Подмечаю, как, рассказывая о своей беседе с Реми де Гурмоном 9, тонким эссеистом и языковедом, он с особенным вкусом останавливается на обезображенном виде его: лицо изъедено волчанкой, обмотано красной тряпкой, в заношенном халате, среди пыльных ворохов бумаг - таким он увидел этого изысканнейшего эстета. Парадоксальность в судьбе человека всегда манит его. В судьбе человека - в судьбе народов, потому что Волошин с легкостью переходил на широкие исторические обобщения. Заговариваем о революции - ведь так недавно еще 5-й год, так тревожит душу, не сумевшую охватить, понять его...

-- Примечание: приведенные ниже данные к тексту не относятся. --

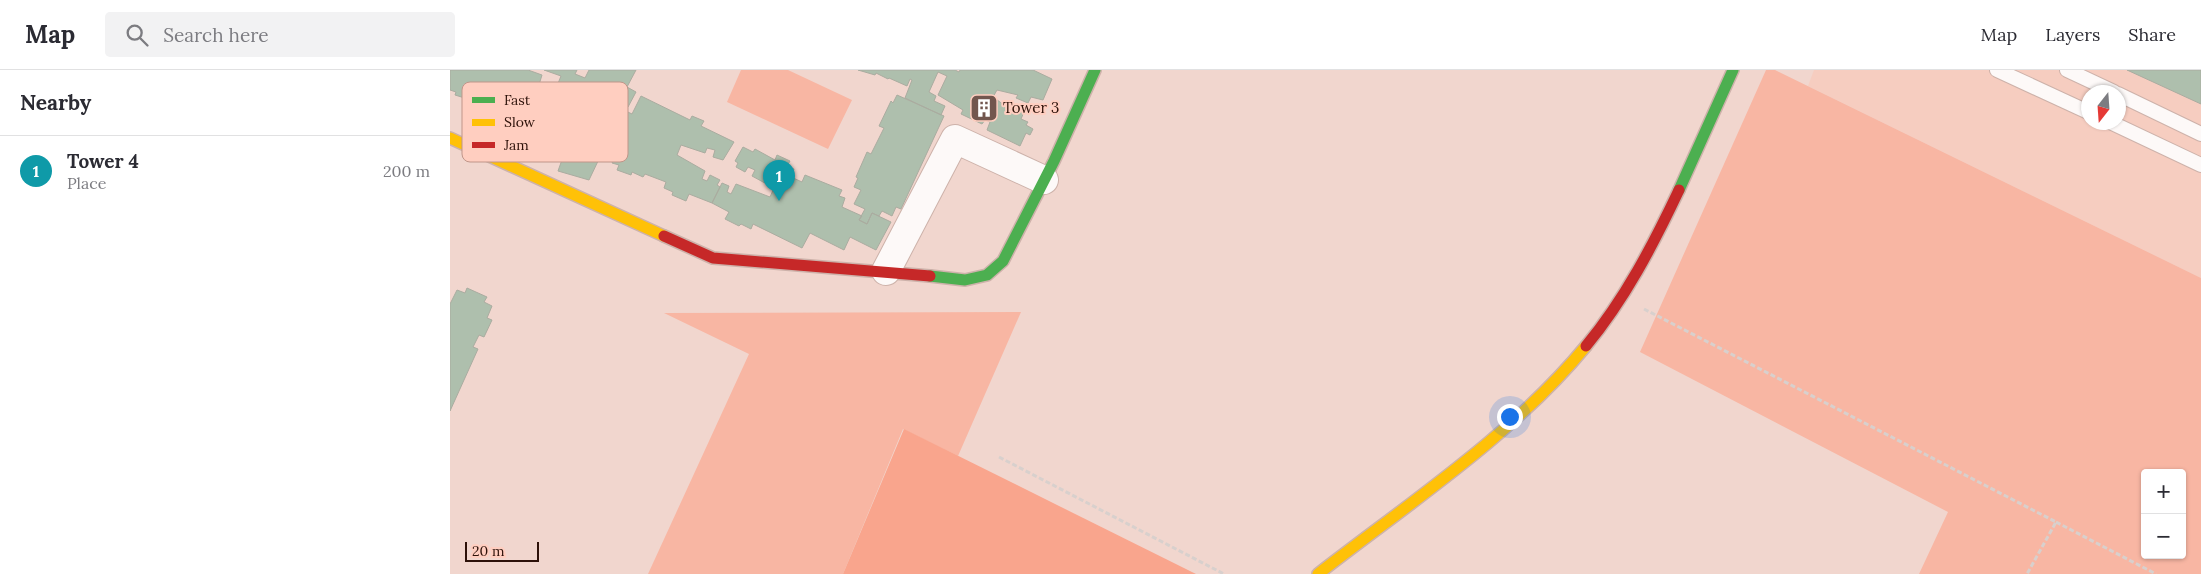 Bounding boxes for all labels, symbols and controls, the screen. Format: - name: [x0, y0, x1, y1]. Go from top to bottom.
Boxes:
- search box: [105, 12, 455, 57]
- text: Map: [25, 19, 75, 50]
- icon: search: [123, 21, 151, 49]
- text: Search here: [163, 23, 269, 47]
- text: Map: [1981, 23, 2017, 46]
- text: Layers: [2045, 23, 2100, 46]
- text: Share: [2128, 23, 2176, 46]
- legend: [462, 82, 628, 162]
- north arrow: [2081, 85, 2126, 130]
- text: Nearby: [20, 89, 91, 116]
- text: Fast: [504, 91, 531, 109]
- building icon: Tower 3: [969, 93, 999, 123]
- place label: Tower 3: [1003, 98, 1059, 117]
- text: Slow: [504, 113, 536, 131]
- text: Jam: [503, 136, 529, 154]
- text: Tower 4: [67, 149, 139, 173]
- pin: 1: [763, 160, 795, 201]
- text: 1: [33, 161, 39, 181]
- text: 200 m: [383, 161, 430, 181]
- text: Place: [67, 173, 106, 193]
- your location: [1497, 404, 1523, 430]
- map controls: [2141, 469, 2186, 559]
- button: +: [2141, 469, 2186, 514]
- button: −: [2141, 514, 2186, 559]
- scale bar: [465, 539, 539, 562]
- text: 20 m: [472, 542, 504, 560]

- Революция? Революция - пароксизм чувства справедливости. Революция дыхание тела народа... И знаете, - Волошин оживляется, переходя на милую ему почву Франции, - 89-й год, или, вернее, казнь Людовика, - корнями в 14-м веке, когда происками папы и короля сожжен был в Париже великий магистр ордена Тамплиеров Яков Молэ, - этот могущественный орден замышлял социальные преобразования, от него и принципы: egalite *** и т. д. И вот во Франции пульсация возмездия, все революционное всегда связано с именем Якова: крестьянские жакерии, якобинцы...
* Дух (франц.).
** Нет! Нет! Да! Да! (Исп.)
** Равенство (франц.).
Исторический анекдот, остроумное сопоставление, оккультная догадка так всегда строилась мысль Волошина и в те давние годы, и позже, в зрелые. Что ж, и на этом пути случаются находки. Вся эта французская пестрядь, рухнувшая на нас, только на первый взгляд мозаична - угадывался за ней свой, ничем не подсказанный Волошину опыт. Даром, что он в то время облекался то в слова Клоделя, то в изречения из Бхагаватгиты 10 по-французски...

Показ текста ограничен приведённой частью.